The question remains whether the current short, sharp shock will be painful but swift, or will draw out into next year and beyond, the real estate adviser said.

From an occupational standpoint, financial services firm Citi and SMBC Aviation were the standout deals in the final quarter of the year, signing for 300K SF in the north docks and 135K SF in the city centre, respectively.

HWBC reported that average prime headline rents largely remained stable at a range of €57.50-€65 per SF in 2022, while new developments on Dawson Street and Kildare Street achieved headline rents of €65-€67 per SF during the year.
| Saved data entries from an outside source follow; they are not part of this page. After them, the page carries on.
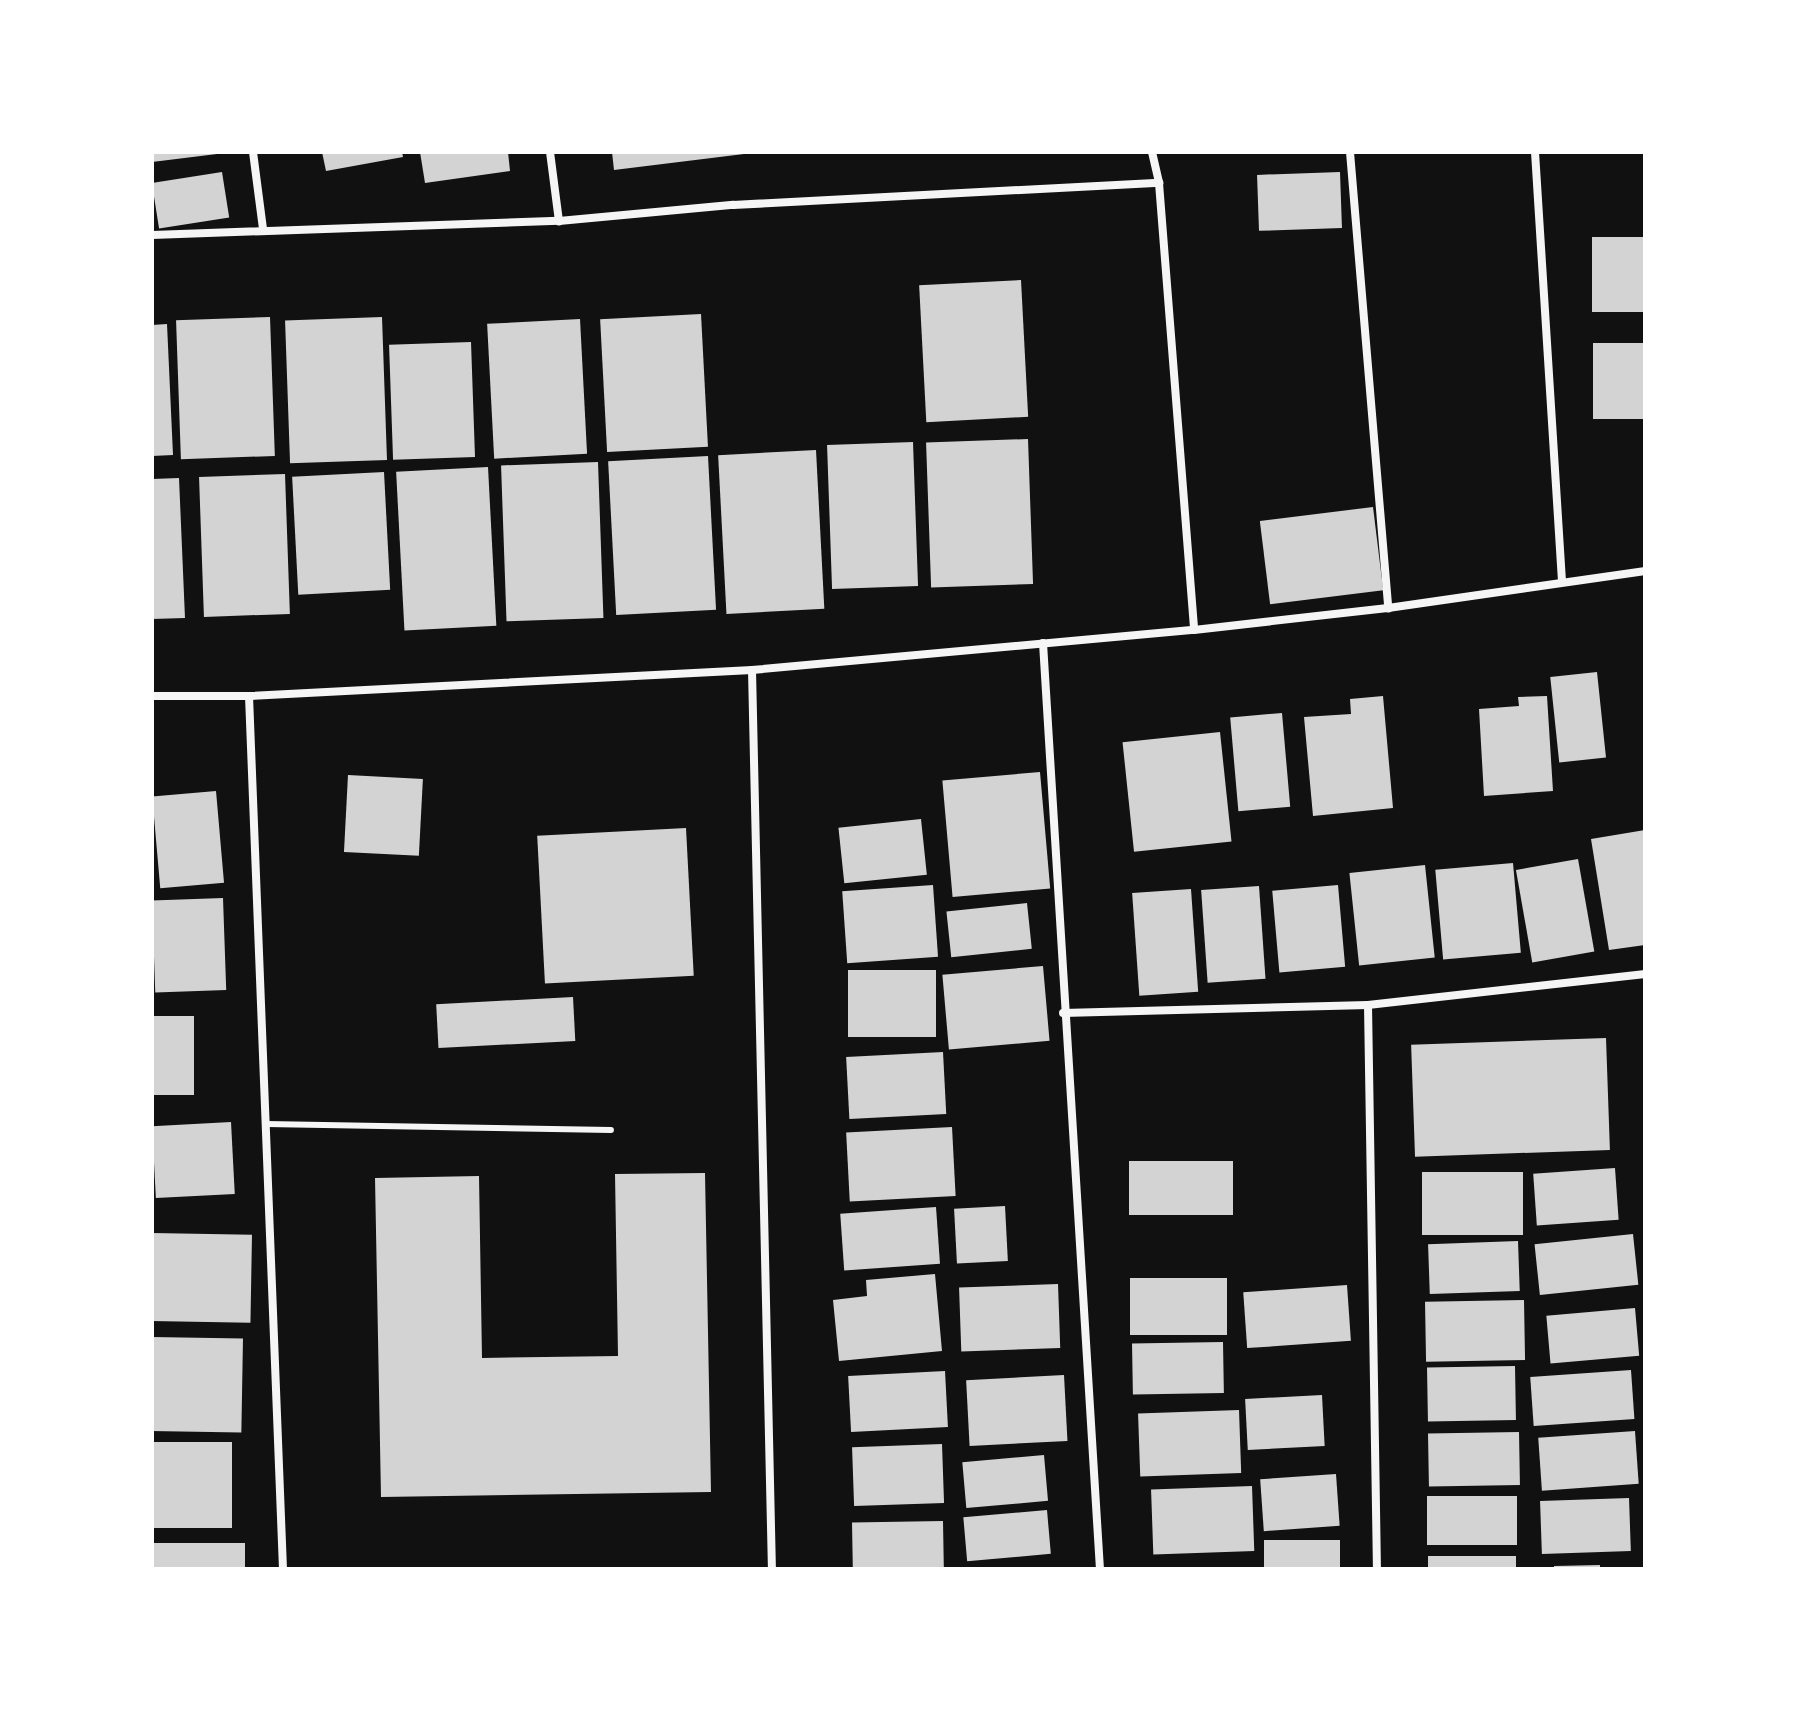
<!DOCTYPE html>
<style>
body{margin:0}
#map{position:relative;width:1797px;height:1721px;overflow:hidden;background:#111;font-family:"Noto Sans",sans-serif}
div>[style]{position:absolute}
.building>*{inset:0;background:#d3d3d3;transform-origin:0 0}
.service>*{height:6px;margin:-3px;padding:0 3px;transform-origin:3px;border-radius:3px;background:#f5f5f5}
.minor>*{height:8px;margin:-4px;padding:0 4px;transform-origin:4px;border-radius:4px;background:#f5f5f5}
span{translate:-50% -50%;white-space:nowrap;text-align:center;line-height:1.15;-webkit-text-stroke:8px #fff;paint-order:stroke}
.frame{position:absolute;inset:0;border:154px solid #fff;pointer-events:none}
</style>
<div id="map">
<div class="building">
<i style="clip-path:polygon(152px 152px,217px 152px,217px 154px,152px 162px)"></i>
<i style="clip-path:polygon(322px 152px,402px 152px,403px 157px,326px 171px)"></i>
<i style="clip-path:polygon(420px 152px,508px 152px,510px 171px,425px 183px)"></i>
<i style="clip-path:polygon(612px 152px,744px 152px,744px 154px,614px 170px)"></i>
<i style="left:222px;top:172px;width:46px;height:71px;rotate:81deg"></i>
<i style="left:1340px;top:172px;width:56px;height:83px;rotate:88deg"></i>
<i style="left:1645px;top:237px;width:75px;height:53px;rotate:90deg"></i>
<i style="left:1021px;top:280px;width:137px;height:102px;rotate:87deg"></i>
<i style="left:701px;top:314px;width:133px;height:101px;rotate:87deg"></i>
<i style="left:270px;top:317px;width:139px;height:94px;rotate:88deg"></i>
<i style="left:382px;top:317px;width:143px;height:97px;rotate:88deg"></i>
<i style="left:580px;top:319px;width:135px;height:93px;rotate:87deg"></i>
<i style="clip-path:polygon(167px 324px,173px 455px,152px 456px,152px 325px)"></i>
<i style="left:471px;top:342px;width:115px;height:82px;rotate:88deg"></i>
<i style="left:1645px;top:343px;width:76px;height:52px;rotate:90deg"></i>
<i style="left:1028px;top:439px;width:145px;height:102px;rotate:88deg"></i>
<i style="left:913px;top:442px;width:144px;height:86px;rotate:88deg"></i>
<i style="left:816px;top:450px;width:159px;height:98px;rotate:87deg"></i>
<i style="left:708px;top:456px;width:154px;height:100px;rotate:87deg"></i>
<i style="left:598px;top:462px;width:156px;height:97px;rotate:88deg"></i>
<i style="left:488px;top:467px;width:159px;height:92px;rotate:87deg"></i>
<i style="left:384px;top:472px;width:118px;height:92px;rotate:87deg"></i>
<i style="left:285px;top:474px;width:140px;height:86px;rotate:88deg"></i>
<i style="clip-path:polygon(179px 478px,185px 618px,152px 619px,152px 479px)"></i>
<i style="left:1373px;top:507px;width:84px;height:114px;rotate:83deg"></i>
<i style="left:1597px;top:672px;width:86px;height:47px;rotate:84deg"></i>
<i style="clip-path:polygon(1383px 696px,1393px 808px,1313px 816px,1304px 717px,1351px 714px,1350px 699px)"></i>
<i style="clip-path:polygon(1547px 696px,1553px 791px,1484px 796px,1479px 709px,1519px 706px,1518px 697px)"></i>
<i style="left:1282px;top:713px;width:94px;height:52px;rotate:85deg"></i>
<i style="left:1220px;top:732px;width:110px;height:98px;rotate:84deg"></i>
<i style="left:1040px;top:772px;width:117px;height:98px;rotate:85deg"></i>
<i style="left:348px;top:775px;width:75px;height:77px;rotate:3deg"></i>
<i style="left:216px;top:791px;width:92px;height:64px;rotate:85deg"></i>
<i style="left:921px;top:819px;width:56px;height:83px;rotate:84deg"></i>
<i style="left:686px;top:828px;width:148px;height:149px;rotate:87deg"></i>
<i style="clip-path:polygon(1645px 830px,1645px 945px,1609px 950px,1591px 839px)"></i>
<i style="left:1578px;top:859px;width:94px;height:63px;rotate:80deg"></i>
<i style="left:1513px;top:863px;width:90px;height:78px;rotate:85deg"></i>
<i style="left:1425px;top:865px;width:93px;height:76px;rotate:84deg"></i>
<i style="left:933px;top:885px;width:72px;height:91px;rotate:86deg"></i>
<i style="left:1338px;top:885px;width:82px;height:66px;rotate:85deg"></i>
<i style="left:1259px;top:886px;width:93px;height:58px;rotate:86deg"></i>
<i style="left:1191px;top:889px;width:103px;height:59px;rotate:86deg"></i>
<i style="left:223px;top:898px;width:92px;height:71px;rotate:88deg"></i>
<i style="left:1027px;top:903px;width:46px;height:81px;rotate:84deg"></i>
<i style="left:1043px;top:966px;width:75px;height:101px;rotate:85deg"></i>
<i style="left:848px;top:970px;width:88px;height:67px"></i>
<i style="left:573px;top:997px;width:44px;height:137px;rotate:87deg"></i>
<i style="left:194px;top:1016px;width:79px;height:42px;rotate:90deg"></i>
<i style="left:1606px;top:1038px;width:112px;height:195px;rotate:88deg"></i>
<i style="left:943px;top:1052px;width:62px;height:97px;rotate:87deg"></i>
<i style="left:231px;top:1122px;width:72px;height:79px;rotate:87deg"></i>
<i style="left:952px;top:1127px;width:69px;height:106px;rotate:87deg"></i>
<i style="left:1233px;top:1161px;width:54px;height:104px;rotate:90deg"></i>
<i style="left:1615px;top:1168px;width:52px;height:82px;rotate:86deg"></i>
<i style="left:1422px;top:1172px;width:101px;height:63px"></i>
<i style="clip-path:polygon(705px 1173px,711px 1492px,381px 1497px,375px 1178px,479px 1176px,482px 1358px,618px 1356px,615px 1174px)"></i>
<i style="left:1005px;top:1206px;width:55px;height:51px;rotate:87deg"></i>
<i style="left:936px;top:1207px;width:57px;height:96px;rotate:86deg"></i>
<i style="left:152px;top:1233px;width:100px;height:88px;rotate:1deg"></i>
<i style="left:1633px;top:1234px;width:51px;height:99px;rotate:84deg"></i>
<i style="left:1518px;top:1241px;width:50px;height:90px;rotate:88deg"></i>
<i style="clip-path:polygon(935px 1274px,942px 1351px,839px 1361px,833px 1300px,867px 1296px,866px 1280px)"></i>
<i style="left:1130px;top:1278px;width:97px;height:57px"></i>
<i style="left:1058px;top:1284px;width:64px;height:99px;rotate:88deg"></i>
<i style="left:1347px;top:1285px;width:56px;height:104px;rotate:86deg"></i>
<i style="left:1524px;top:1300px;width:60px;height:99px;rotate:89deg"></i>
<i style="left:1635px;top:1308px;width:48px;height:89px;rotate:85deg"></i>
<i style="left:152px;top:1337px;width:91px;height:94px;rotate:1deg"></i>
<i style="left:1223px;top:1342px;width:51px;height:91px;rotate:89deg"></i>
<i style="left:1515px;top:1366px;width:54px;height:88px;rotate:89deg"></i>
<i style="left:1631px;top:1370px;width:49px;height:101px;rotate:86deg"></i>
<i style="left:945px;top:1371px;width:56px;height:97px;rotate:87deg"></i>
<i style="left:1064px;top:1375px;width:66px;height:98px;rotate:87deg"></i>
<i style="left:1322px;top:1395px;width:51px;height:77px;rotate:87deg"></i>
<i style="left:1239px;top:1410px;width:63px;height:101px;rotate:88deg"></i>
<i style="left:1635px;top:1431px;width:53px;height:97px;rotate:86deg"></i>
<i style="left:1519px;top:1432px;width:53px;height:91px;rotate:89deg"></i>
<i style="left:152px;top:1442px;width:80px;height:86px"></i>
<i style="left:942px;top:1444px;width:59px;height:90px;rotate:88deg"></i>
<i style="left:1044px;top:1455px;width:46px;height:82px;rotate:85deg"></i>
<i style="left:1336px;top:1474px;width:52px;height:76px;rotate:86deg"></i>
<i style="left:1252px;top:1486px;width:65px;height:101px;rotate:88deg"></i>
<i style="left:1517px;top:1496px;width:49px;height:90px;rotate:90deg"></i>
<i style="left:1629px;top:1498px;width:53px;height:89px;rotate:88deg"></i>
<i style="left:1047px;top:1510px;width:44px;height:84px;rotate:85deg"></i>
<i style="left:943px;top:1521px;width:47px;height:91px;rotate:89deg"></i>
<i style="left:1264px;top:1540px;width:76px;height:29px"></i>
<i style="left:152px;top:1543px;width:93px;height:26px"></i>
<i style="left:1516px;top:1556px;width:13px;height:88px;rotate:90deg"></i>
<i style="clip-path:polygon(1600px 1565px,1600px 1569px,1554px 1569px,1554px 1566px)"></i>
</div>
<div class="service">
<i style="left:266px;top:1124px;width:345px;rotate:1deg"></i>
</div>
<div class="minor">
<i style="left:253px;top:152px;width:78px;rotate:82.6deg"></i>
<i style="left:550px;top:152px;width:70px;rotate:82.6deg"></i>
<i style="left:1152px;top:152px;width:32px;rotate:77deg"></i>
<i style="left:1159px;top:183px;width:448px;rotate:85.5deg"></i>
<i style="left:1350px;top:152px;width:458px;rotate:85.2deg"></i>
<i style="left:1535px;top:152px;width:430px;rotate:86.4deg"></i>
<i style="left:152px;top:235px;width:407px;rotate:-2deg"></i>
<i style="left:559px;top:221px;width:175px;rotate:-5.3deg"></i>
<i style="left:733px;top:205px;width:427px;rotate:-3deg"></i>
<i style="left:1043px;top:643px;width:928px;rotate:86.48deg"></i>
<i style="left:752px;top:670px;width:899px;rotate:88.73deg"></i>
<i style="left:152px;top:696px;width:97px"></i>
<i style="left:249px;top:696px;width:504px;rotate:-2.96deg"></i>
<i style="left:752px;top:670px;width:444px;rotate:-5.2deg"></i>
<i style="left:1194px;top:630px;width:195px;rotate:-6.5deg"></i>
<i style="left:1388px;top:608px;width:260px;rotate:-8.2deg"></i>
<i style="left:249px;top:696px;width:874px;rotate:87.77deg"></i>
<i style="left:1368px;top:1005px;width:564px;rotate:89.09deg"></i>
<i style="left:1063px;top:1013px;width:305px;rotate:-1.5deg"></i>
<i style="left:1368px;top:1005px;width:279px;rotate:-6.4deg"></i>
</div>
<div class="frame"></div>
</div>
For real estate investors, there will also be concern that the value of general mergers and acquisitions in Ireland beyond the property sector collapsed to the lowest level since the Global Financial Crisis in the first three months of 2023.

M&A Activity Plummets

M&A with any Irish involvement reached €1.4B during Q1 2023, an 87% decline compared with the first quarter of 2022 and the lowest start to the year since 2009 — the depths of the financial crash in Ireland — according to figures prepared for the Irish Independent by data specialist Refinitiv (part of the London Stock Exchange Group). 

The number of Irish deals was down more than a quarter compared with a year ago and Ian McFarlane, Ireland country manager for LSEG, warned that while deal flow was still relatively high, values were down.

“In a positive note the number of deals continues to remain high with 115 deals, which is the third-highest first quarter of all time, but average transaction values have declined significantly,” he said.

Although global economic news appears to be slightly better than first feared and interventions put the brakes on a feared banking crisis, the high cost of debt and inflationary pressures mean there are only a few glimmers of hope in the immediate future, said JLL Ireland Head of Research Niall Gargan, who said that 2023 is set to be a "challenging" year.

“Rising interest rates signal that the era of cheap money is over," he said. "However, the slowdown in the pace and magnitude of increases means we can plan and price debt once more and look ahead to the other side of the tightening cycle. The market dip will present opportunities for cash buyers, as some funds seek to swiftly offload assets to meet investor redemptions."